The sub-project proposed by the group of the Universitat Autònoma de Barcelona (UAB) is focused on the study of the stability of a granular sludge reactor treating urban wastewaters and the development of a mathematical model which could be used to optimize the process and to design the reactor at full scale. During the operation of the granular system, effects of applied loads, temperature and presence of toxic compounds on the efficiency of nitrogen and phosphorous removal and granules integrity will be evaluated. A mathematical model which would take into account the influence of operational conditions on soluble compounds removal and physical properties of granules will be developed. The model will be calibrated and validated with results obtained from reactors treating urban wastewater and liquid fraction of slurry.
As an alternative to the conventional activated sludge treatment plants a combination of a bioreactor with granular sludge coupled to membrane systems is proposed, in order to obtain high carbon and nitrogen removal efficiencies from urban and industrial wastewaters, and to produce treated effluents which can be further reused.

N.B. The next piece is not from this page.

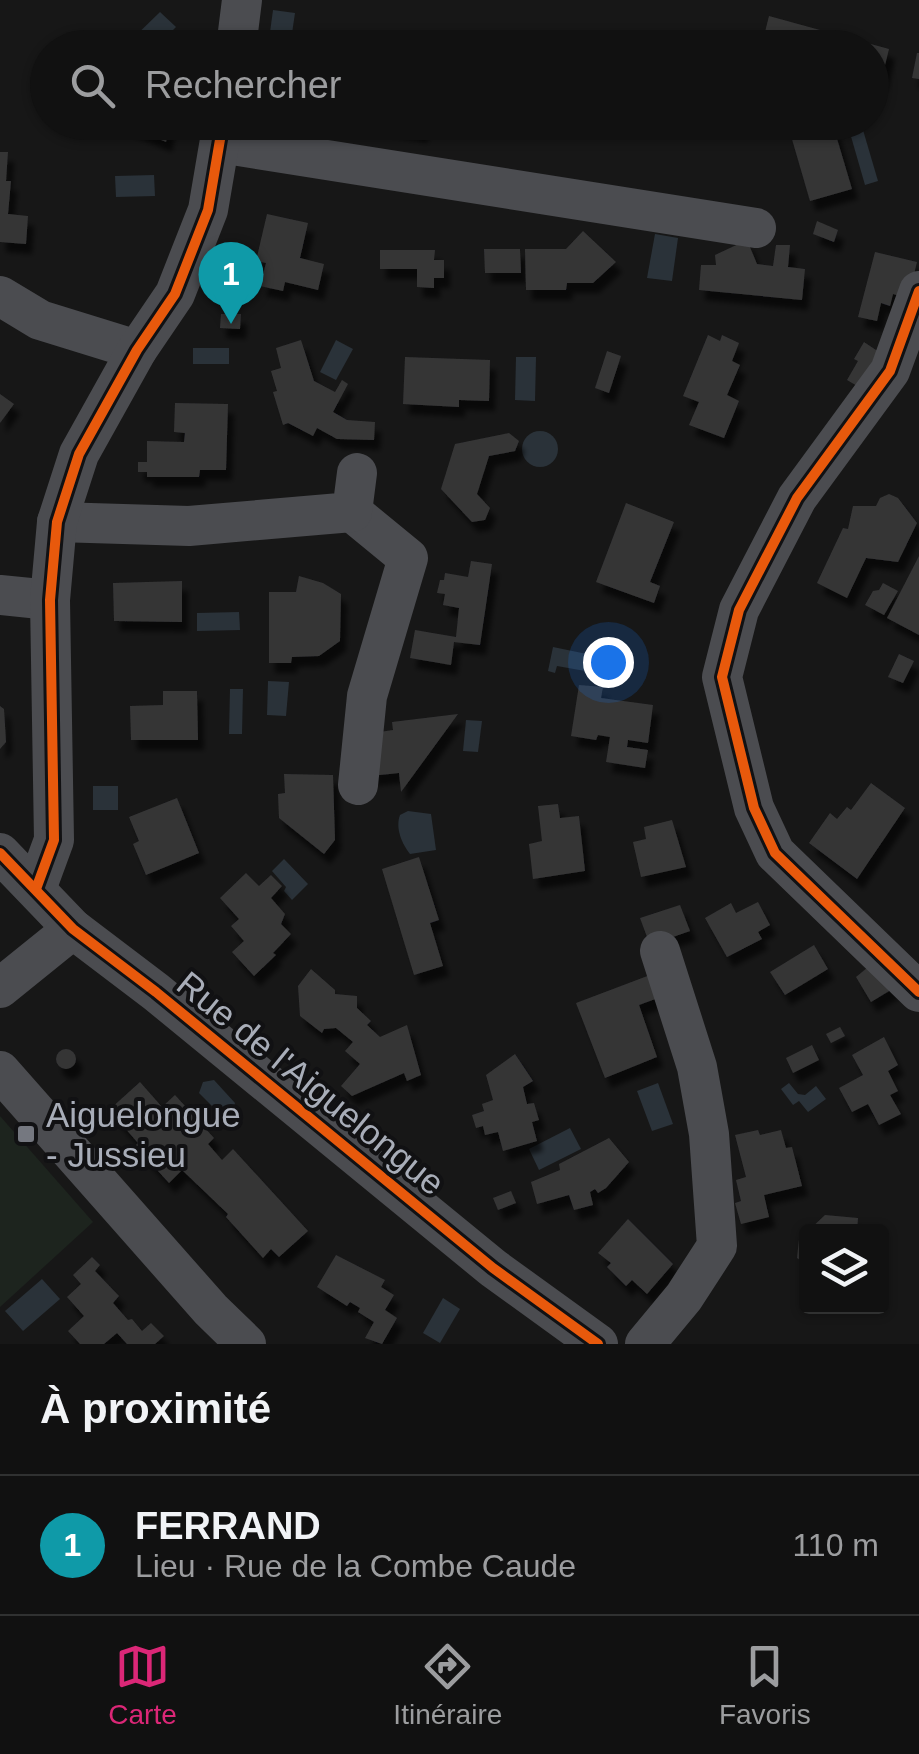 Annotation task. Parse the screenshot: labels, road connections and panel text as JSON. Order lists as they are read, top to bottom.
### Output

In the present project the most favourable hydrodynamic conditions to develop the granules in aerobic conditions will be studied, with the subsequent research of the effect of the wastewater composition on the granules formation. The development and application of granular systems will be performed both with wastewater characterized by its high Carbon/Nitrogen (C/N) ratio, using the nitrification-denitrification processes, and also with wastewater having a low C/N ratio, using the advanced processes of partial nitrification and anaerobic ammonia oxidation (Anammox).
Different operational conditions will be tested in order to maximize the organic matter and nitrogen removal efficiencies for each wastewater studied. The granular sludge produced during the operation of the reactors will be quantified and characterized to evaluate their further management in the sludge line. The best operational conditions for the operation of the membrane system (kind of membrane, fouling, cleaning protocols….) together with the physical-chemical and microbiological quality of the obtained effluents will be studied. The possibility to reuse these effluents in the industry, agriculture or for irrigation, complying with international and national regulations, will also be evaluated.
This project is part of a partnership with a company (Espina y Delfín) for the design and construction of aerobic granular reactors.
The specific objectives of this project are the development of a pilot-scale system for the aerobic treatment of an effluent from a fish canning industry with granular biomass and to evaluate the minimization of sludge production in the system. Moreover, the characterization of the effluent generated in the system and the study of their suitability for reuse in the industrial processes in which it was originated.
This project is based on the study of aerobic granular sludge. In order to understand the mechanism of granulation it is necessary not only to know how to develop the granules but also the type of microorganisms involved. The basic objectives of this project is to study the mechanisms of formation of aerobic granules to study of the operation of different types of reactors: airlift, stirred tank reactor, etc. and the effect of the reactor configuration on granulation process.